**SUPPLIED INFORMATION**
******
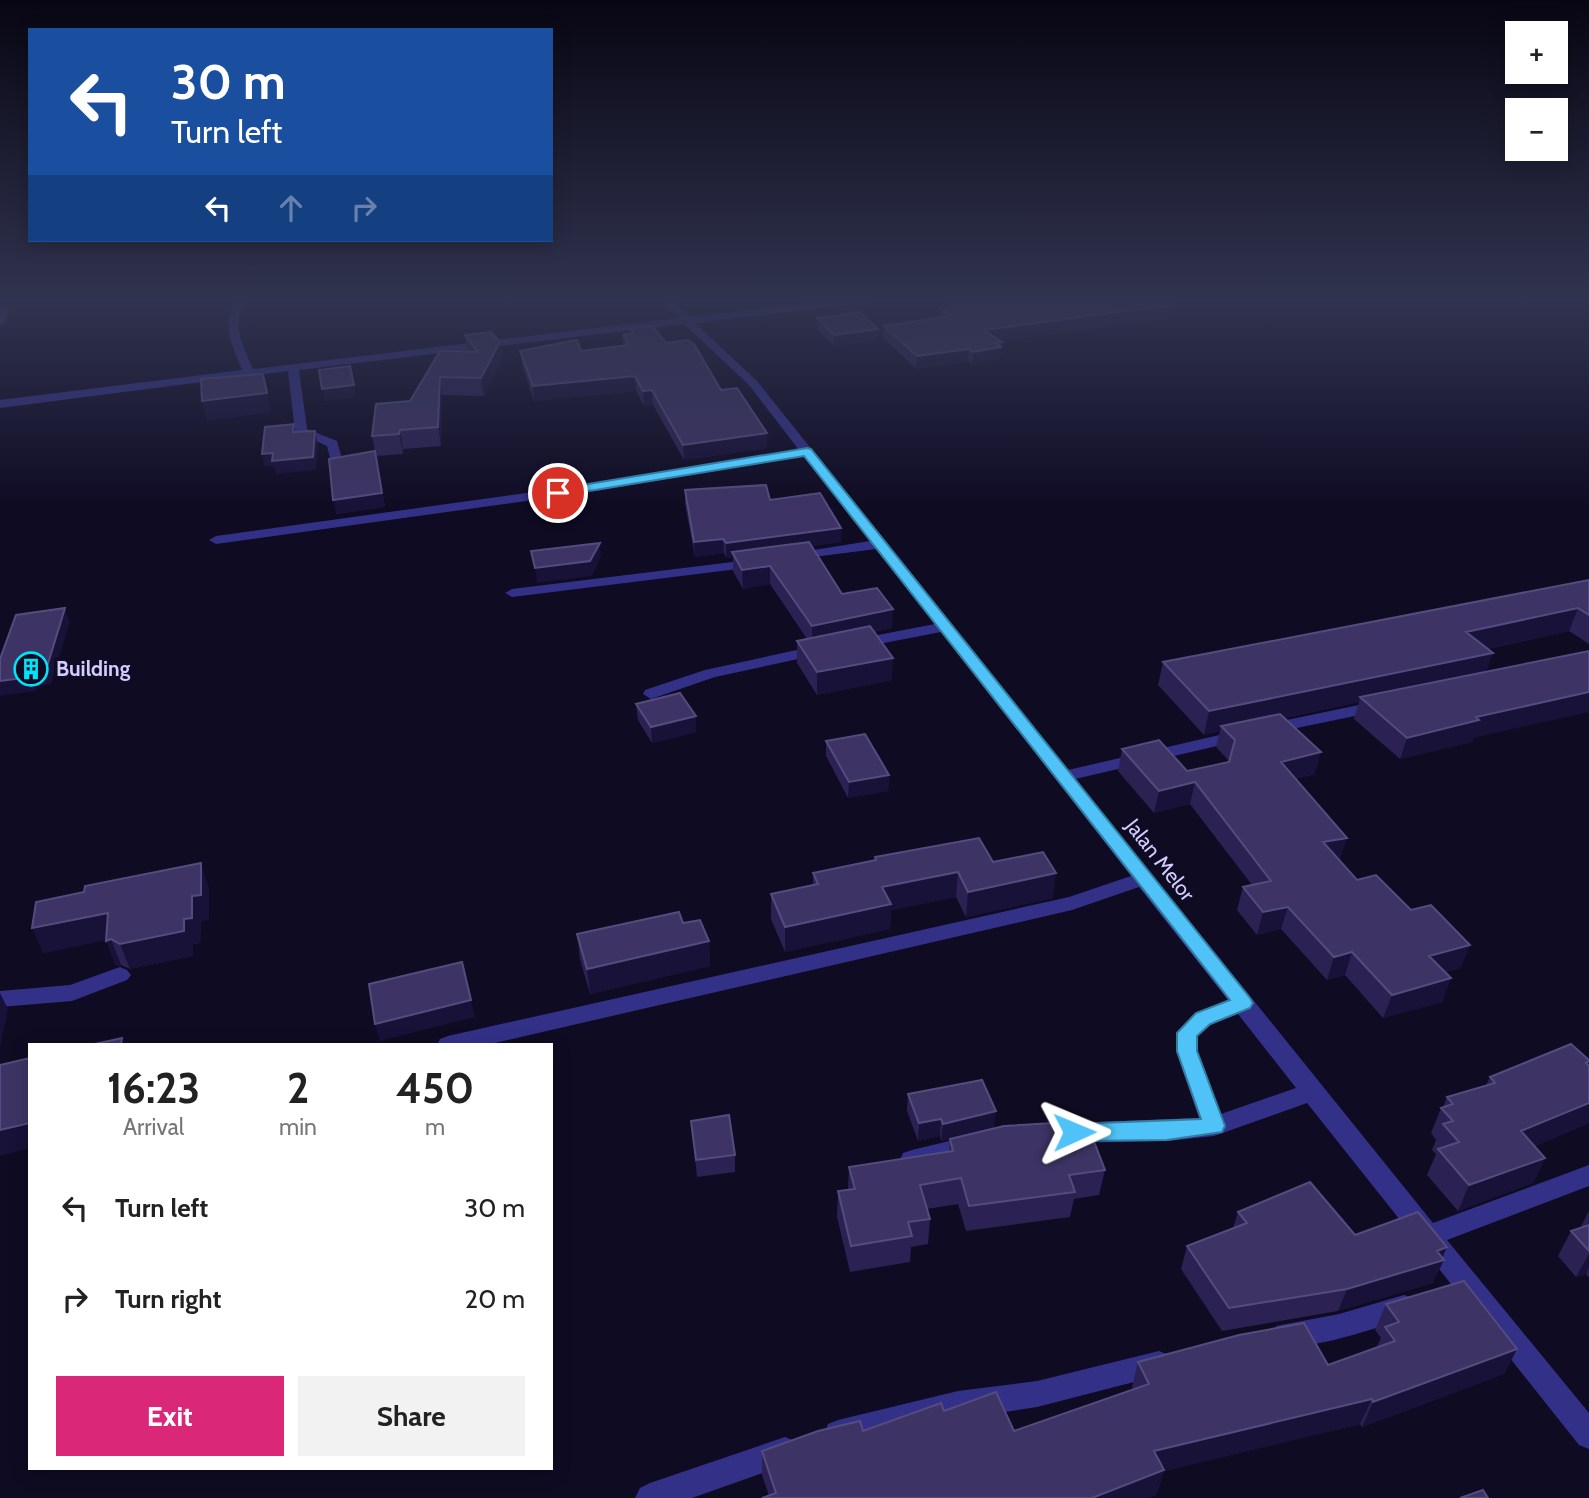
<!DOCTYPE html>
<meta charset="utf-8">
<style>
:root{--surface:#fff;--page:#f2f2f2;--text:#222;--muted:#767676;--accent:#db2777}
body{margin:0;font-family:Cabin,sans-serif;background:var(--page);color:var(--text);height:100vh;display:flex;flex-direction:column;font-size:26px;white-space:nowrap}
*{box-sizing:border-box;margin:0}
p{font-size:23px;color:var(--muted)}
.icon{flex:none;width:38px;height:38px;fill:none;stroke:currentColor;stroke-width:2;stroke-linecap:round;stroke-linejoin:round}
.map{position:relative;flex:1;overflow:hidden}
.panel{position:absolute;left:28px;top:1043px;width:525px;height:427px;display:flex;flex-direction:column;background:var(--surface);border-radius:0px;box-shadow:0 4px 18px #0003}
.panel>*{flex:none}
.guide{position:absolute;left:28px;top:28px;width:525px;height:214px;border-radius:0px;box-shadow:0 4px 18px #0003;background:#1a4fa0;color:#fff;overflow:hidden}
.fabs{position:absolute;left:1505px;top:21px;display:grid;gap:14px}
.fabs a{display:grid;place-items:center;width:63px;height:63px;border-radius:0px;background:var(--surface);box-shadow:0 4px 18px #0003;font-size:35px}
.pin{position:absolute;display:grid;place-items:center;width:60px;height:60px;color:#fff;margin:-30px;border:4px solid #fff;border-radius:50%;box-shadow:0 2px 7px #0007}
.me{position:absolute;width:77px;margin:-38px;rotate:89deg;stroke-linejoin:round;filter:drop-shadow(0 0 5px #0008)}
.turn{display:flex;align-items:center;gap:24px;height:147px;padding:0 28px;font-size:32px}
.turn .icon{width:91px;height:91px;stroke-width:2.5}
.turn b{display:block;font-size:49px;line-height:60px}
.lanes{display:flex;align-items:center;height:66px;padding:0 28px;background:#0003;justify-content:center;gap:35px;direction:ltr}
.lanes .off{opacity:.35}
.eta{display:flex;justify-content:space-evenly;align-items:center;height:119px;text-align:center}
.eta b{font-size:42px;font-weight:700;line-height:49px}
.button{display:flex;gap:14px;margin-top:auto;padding:14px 28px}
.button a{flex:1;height:80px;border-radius:0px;background:var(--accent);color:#fff;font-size:28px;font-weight:700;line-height:80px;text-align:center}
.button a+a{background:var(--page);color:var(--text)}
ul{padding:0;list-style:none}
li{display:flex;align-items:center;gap:21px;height:91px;padding:0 28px}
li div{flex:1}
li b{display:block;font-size:26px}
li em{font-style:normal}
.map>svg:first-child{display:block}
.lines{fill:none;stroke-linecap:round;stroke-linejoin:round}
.street{fill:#333187;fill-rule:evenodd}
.wall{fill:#2b2253}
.shaded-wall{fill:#181138}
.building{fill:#3d3465;stroke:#544c7e;stroke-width:2}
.route{fill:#4fc3f7;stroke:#337fa1;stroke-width:2}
.labels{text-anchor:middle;stroke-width:7;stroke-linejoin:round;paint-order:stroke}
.poi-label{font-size:21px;font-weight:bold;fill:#d2cdff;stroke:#0f0b23;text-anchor:start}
.street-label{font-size:21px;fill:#d2cdff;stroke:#0f0b23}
</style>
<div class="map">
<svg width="1589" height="1498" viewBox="0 0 1589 1498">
<rect width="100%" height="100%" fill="#0f0b23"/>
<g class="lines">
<!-- street -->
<path class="street" d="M236,298H246C231,326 242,343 253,369L678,318L660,298H671L689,317L856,298H889L884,301L695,323L757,381L1068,770L1241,730L1247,731L1250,735L1247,739L1075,779L1433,1223L1589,1165V1186L1447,1240L1589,1413V1449L1579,1445L1307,1103L1214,1136L1167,1141L1067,1143L1059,1140L1055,1133L1059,1126L1067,1123L1199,1118L1176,1051V1033L1195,1013L1228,1000L1139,887L1072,910L486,1045H437L440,1039L448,1036L1069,897L1131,876L941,632L858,648L852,646L850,643L852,640L935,624L876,549L790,560L788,557L795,553L870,541L804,456L584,493L216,544L209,540L216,536L584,485L799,450L749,385L684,324L299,370L307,429L337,441L344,466L338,470L332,466L327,446L295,431L288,371L0,408V400L242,370C232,343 220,326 236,298ZM1238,1014L1296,1088L1221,1114L1198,1051V1036L1211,1025Z
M4,306L9,309L5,323L0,326V307Z
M757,559L762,560V566L512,597L505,593L512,589Z
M820,645L828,650L826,653L715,677L651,699L643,694L645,690L705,670Z
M1378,701L1384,702L1386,706L1384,710L1268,734L1259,729L1268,724Z
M120,967L127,970L131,975L127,980L72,1001L0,1007V991L70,985Z
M970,1136L978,1139L982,1146L978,1153L912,1170L903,1167L900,1160L903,1153L912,1150Z
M1404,1295L1413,1298L1417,1307L1413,1316L1404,1319C1375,1328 1303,1354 1276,1344L1273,1335L1276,1326L1339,1314Z
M1159,1351L1169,1355L1173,1364L1169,1373L1037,1407L958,1419L838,1448L828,1444L824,1434L828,1424L838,1420L958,1391L1037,1381Z
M785,1437L795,1441L799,1451L795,1461L785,1465L692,1498H635L640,1488L650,1483Z"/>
</g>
<!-- wall -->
<path class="wall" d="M1403,298H1439L1411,302Z
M951,299L1171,305L1170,318L999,341L1002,342L1000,359L972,364L968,361L916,369L883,338L884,326L939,318L940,308L950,306Z
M817,318L877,340L834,346L817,329Z
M630,328L666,343L721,390L767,433V448L684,460L653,405L644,406L636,391L534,401L522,365L520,351H581L623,346V335L630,334Z
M465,335L502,360L484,396L442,395L441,446L403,449V454L376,456L385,507L336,514L375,451L372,436L410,401L467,351Z
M685,490L770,500L841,542L812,546L842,594L892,628L874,632L892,680L817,695L797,663V641L807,639L770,584L743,589L733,571V557L726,558L724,553L695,557L685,504Z
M1589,580V644L1569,631L1487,649L1486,672L1472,742L1400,759L1354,719L1359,702L1284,718L1315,774L1295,779L1347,838L1339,860L1357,880L1461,968L1444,972L1451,978L1442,1002L1383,1018L1345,975L1327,980L1281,929L1257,935L1237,910L1243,887L1252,885L1190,804L1154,813L1118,771L1122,749L1187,771L1229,762V761L1216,747L1220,731L1204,735L1158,685L1163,662Z
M636,704L696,732L652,743L638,720Z
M826,741L889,775L888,791L848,798L826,756Z
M875,857L993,862L1053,898L966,917L956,897L891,910L890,929L785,952L771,919V894L813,885V873L875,861Z
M209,888V919L201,921L200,943L193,944V956L130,969L121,965L116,966L106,940L43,953Z
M683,923L709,941L710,966L590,994L580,959L577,934Z
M1589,1060L1588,1065L1589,1066V1123L1535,1146L1545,1158L1533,1183L1458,1211L1427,1175L1436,1154L1432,1150L1436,1140L1431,1133L1441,1108L1443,1107L1447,1097L1486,1085L1490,1077Z
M908,1094L994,1128L941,1141L940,1136L918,1141L907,1111Z
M691,1121L735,1155V1172L697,1177Z
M950,1139L1105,1170L1099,1195L1074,1199L1070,1217L966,1231L958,1204L927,1209L930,1219L928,1244L911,1247L910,1262L850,1272L837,1217L838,1191L848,1190L849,1167L949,1152Z
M1589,1211V1278L1586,1274L1576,1277L1558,1256L1571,1231L1580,1228Z
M1238,1212L1355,1235L1442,1258L1433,1283L1338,1311L1222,1331L1181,1269L1187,1246L1233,1228Z
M1386,1304L1517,1349L1504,1374L1362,1427L1360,1424L1164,1471L1156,1495L1148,1498H762L769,1496L762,1475V1451L863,1431L944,1411L1014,1431L1133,1389L1132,1387L1138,1362L1328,1365L1376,1348L1381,1338L1375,1330Z"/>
<!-- shaded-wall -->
<path class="shaded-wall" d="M1412,298H1439L1411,302Z
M1172,301L1170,318L983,343L984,330Z
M878,329L877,340L834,346V335Z
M500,342L502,360L484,396L481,378Z
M1002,342L1000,359L972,364L973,352Z
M969,349L968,361L916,369L917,356Z
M263,374L271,412L207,421L202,401Z
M635,376L636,391L534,401L533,386Z
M440,377L442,395L441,446L438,427Z
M354,385L356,397L325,401L322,389Z
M652,390L653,405L644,406L643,391Z
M400,430L403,449V454L399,434Z
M315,431L318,445L316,470L276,474L274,466L265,467L262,454Z
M767,433V448L684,460L683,445Z
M375,451L385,507L336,514L333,500Z
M841,528V542L735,556L732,552L733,557L726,558V543Z
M723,539L724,553L695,557L694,542Z
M600,543L601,557L592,576L537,583L535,568Z
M770,566V584L743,589L742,570Z
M65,608L70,622L51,684L38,686L36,691L0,696V681L32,672Z
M1578,608L1569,631L1458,655L1466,632Z
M893,609L892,628L812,646V626Z
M1493,653L1485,676L1360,697L1359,702L1225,730L1221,726L1220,731L1204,735L1209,711Z
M893,658L892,680L817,695V672Z
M1589,692V712L1473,738L1472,742L1400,759L1407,738L1476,717Z
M696,716V732L652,743L651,727Z
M1321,752L1315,774L1275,784L1281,762Z
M889,775L888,791L848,798L849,782Z
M1195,782L1190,804L1154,813L1159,791Z
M1347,838L1340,860L1316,864L1323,842Z
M201,863L209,888V919L201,921L200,943L193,944V956L130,969L120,944L184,919L192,896Z
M958,872L956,897L891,910L890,929L785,952V927L882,887Z
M1056,873L1053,898L966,917L968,892Z
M1288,907L1281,929L1257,935L1263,912Z
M108,913L118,938L43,953L32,928Z
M111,939L121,965L116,966L106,941Z
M709,941L710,966L590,994L587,969Z
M1470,945L1461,968L1420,979L1429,956Z
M1352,952L1345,975L1327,980L1334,957Z
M1451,978L1442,1002L1383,1018L1392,995Z
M0,993L8,1009L0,1048Z
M471,1000L475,1017L380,1041L375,1024Z
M1589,1103V1123L1509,1157L1521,1131Z
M996,1111L994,1128L941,1141L943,1124Z
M941,1119L940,1136L918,1141L919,1123Z
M30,1123V1148L0,1156V1130Z
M1545,1158L1533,1183L1458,1211L1469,1185Z
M1447,1247L1441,1261L1444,1260L1433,1283L1338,1311L1347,1289Z
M1589,1254V1267L1586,1274L1576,1277Z
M1517,1349L1504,1374L1362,1427L1373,1402Z
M1372,1399L1360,1424L1164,1471L1156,1495L1148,1498H1092L1154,1451Z"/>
<!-- building -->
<path class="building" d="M959,298H1167L1172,301L1166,302L1172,305L984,330L1002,342L996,343L1001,347L973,352L969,349L917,356L884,326L951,316L940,308L958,305L951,299Z
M860,312L878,329L834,335L817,318Z
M652,326L666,343L688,340L694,344L721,390L737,388L767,433L683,445L652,390L643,391L635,376L533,386L520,351L577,340L581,351L629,345L623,335L634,333L630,328Z
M491,332L500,342L481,378L440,377L438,427L400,430L399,434L372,436L376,404L410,401L440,351L478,352L465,335Z
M350,366L354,385L322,389L319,370Z
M263,374L267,393L202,401L201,379Z
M294,424L293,432L315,431L313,457L272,461L273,453L262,454L265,427Z
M375,451L382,493L333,500L329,459Z
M766,485L770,500L820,493L841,528L726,543L723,539L694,542L685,490Z
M809,542L842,594L877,588L893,609L812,626L770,566L742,570L732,552Z
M600,543L590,561L535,568L531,551Z
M1589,580V615L1578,608L1466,632L1493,653L1209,711L1163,662Z
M65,608L46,670L32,672L30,677L0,681V659L16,615Z
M870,626L893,658L817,672L797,641Z
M1589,651V692L1476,717L1479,720L1407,738L1360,697Z
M680,693L696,716L651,727L636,704Z
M1280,714L1321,752L1281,762L1347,838L1323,842L1357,880L1376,875L1411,910L1431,905L1470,945L1429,956L1451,978L1392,995L1352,952L1334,957L1288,907L1263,912L1243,887L1271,881L1195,782L1159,791L1122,749L1159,740L1187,771L1229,762L1235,740L1221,726Z
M865,734L889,775L849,782L826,741Z
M979,838L993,862L1043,852L1056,873L968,892L958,872L882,887L891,904L785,927L771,894L818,884L813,873L876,860L875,857Z
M201,863V895L192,896V918L184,919V931L120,944L111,939L106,941L108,913L32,928L36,902L84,892L85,886Z
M679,912L683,923L700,920L709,941L587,969L577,934Z
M462,962L471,1000L375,1024L369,984Z
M122,1038L121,1045H90Z
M1571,1044L1589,1060V1061L1586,1063L1589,1066V1103L1521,1131L1545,1158L1469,1185L1438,1149L1459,1142L1443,1124L1453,1121L1441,1108L1453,1104L1447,1097L1495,1083L1490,1077Z
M30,1058V1123L0,1130V1065Z
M982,1080L996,1111L943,1124L941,1119L919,1123L908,1094Z
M729,1115L735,1155L696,1160L691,1121Z
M1086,1121L1105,1170L1069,1175L1075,1192L969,1206L961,1178L920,1185L930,1219L908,1222L912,1236L851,1246L838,1191L855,1189L849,1167L953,1151L950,1139L1004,1126Z
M1310,1182L1355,1235L1418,1212L1447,1247L1437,1251L1444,1260L1347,1289L1229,1308L1187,1246L1247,1223L1238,1212Z
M1589,1225V1251L1571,1231Z
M1464,1281L1517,1349L1373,1402L1372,1399L1154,1451L1164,1470L1092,1498H762L776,1493L762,1451L818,1431L860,1421L863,1431L941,1403L944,1411L996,1392L1014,1431L1149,1384L1138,1362L1239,1335L1304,1323L1328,1365L1395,1341L1385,1327L1399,1322L1386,1304Z
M1483,1490L1488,1498H1460Z"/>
<!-- sky -->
<linearGradient id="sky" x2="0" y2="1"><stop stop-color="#080613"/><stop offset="0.59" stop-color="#313450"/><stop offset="1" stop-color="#313450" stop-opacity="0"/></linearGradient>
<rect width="1589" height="508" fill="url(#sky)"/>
<!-- route -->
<path class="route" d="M807,448L811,449L1250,998L1253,1003L1250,1008L1210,1024L1197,1036V1051L1225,1126L1222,1132L1167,1140L1074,1141L1066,1139L1063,1132L1066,1126L1074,1124L1201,1119L1177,1051V1033L1196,1013L1230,1000L804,456L558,496L552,493L558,489Z"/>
<!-- icons -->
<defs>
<symbol id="building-ring" viewBox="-11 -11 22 22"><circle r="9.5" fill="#0f0b23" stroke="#00e3f8" stroke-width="1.5"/><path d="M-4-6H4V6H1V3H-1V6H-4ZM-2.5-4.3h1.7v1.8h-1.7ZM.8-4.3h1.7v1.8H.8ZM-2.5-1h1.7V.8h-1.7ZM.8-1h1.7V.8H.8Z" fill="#00e3f8"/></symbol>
</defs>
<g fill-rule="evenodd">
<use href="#building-ring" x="12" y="650" width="38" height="38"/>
</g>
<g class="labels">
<!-- poi labels -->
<g class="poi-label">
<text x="56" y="676">Building</text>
</g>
<!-- street labels -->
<g class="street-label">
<text transform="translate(1160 860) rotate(52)" y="7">Jalan Melor</text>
</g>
</g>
</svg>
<div class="fabs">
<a>+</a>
<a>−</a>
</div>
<div class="pin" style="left:558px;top:493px;background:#d93025"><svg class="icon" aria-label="arrive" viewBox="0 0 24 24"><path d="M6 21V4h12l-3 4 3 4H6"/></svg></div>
<svg class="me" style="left:1074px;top:1132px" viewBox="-20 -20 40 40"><path d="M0-17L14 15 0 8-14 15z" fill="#4fc3f7" stroke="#fff" stroke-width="4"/></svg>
<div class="guide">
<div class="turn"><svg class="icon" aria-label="left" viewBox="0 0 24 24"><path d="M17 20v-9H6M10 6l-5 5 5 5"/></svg><div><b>30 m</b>Turn left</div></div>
<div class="lanes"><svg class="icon" aria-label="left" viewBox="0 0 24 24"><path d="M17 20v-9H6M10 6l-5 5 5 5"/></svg><svg class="icon off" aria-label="ahead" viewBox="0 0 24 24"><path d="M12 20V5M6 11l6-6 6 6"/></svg><svg class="icon off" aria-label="right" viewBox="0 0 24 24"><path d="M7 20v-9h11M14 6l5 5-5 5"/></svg></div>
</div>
<section class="panel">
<div class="eta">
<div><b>16:23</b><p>Arrival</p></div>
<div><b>2</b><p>min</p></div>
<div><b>450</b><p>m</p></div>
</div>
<ul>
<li><svg class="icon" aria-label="left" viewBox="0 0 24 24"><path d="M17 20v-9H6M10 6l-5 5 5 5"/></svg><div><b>Turn left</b></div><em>30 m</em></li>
<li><svg class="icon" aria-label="right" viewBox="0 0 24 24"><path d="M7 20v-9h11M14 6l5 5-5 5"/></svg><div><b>Turn right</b></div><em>20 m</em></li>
</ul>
<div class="button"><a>Exit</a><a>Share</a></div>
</section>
</div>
******
**GOAL OF THE EXERCISE**
Where in the entries does the word "overflow" occur? Copy out each line that has it.

**RESULT**
.map{position:relative;flex:1;overflow:hidden}
.guide{position:absolute;left:28px;top:28px;width:525px;height:214px;border-radius:0px;box-shadow:0 4px 18px #0003;background:#1a4fa0;color:#fff;overflow:hidden}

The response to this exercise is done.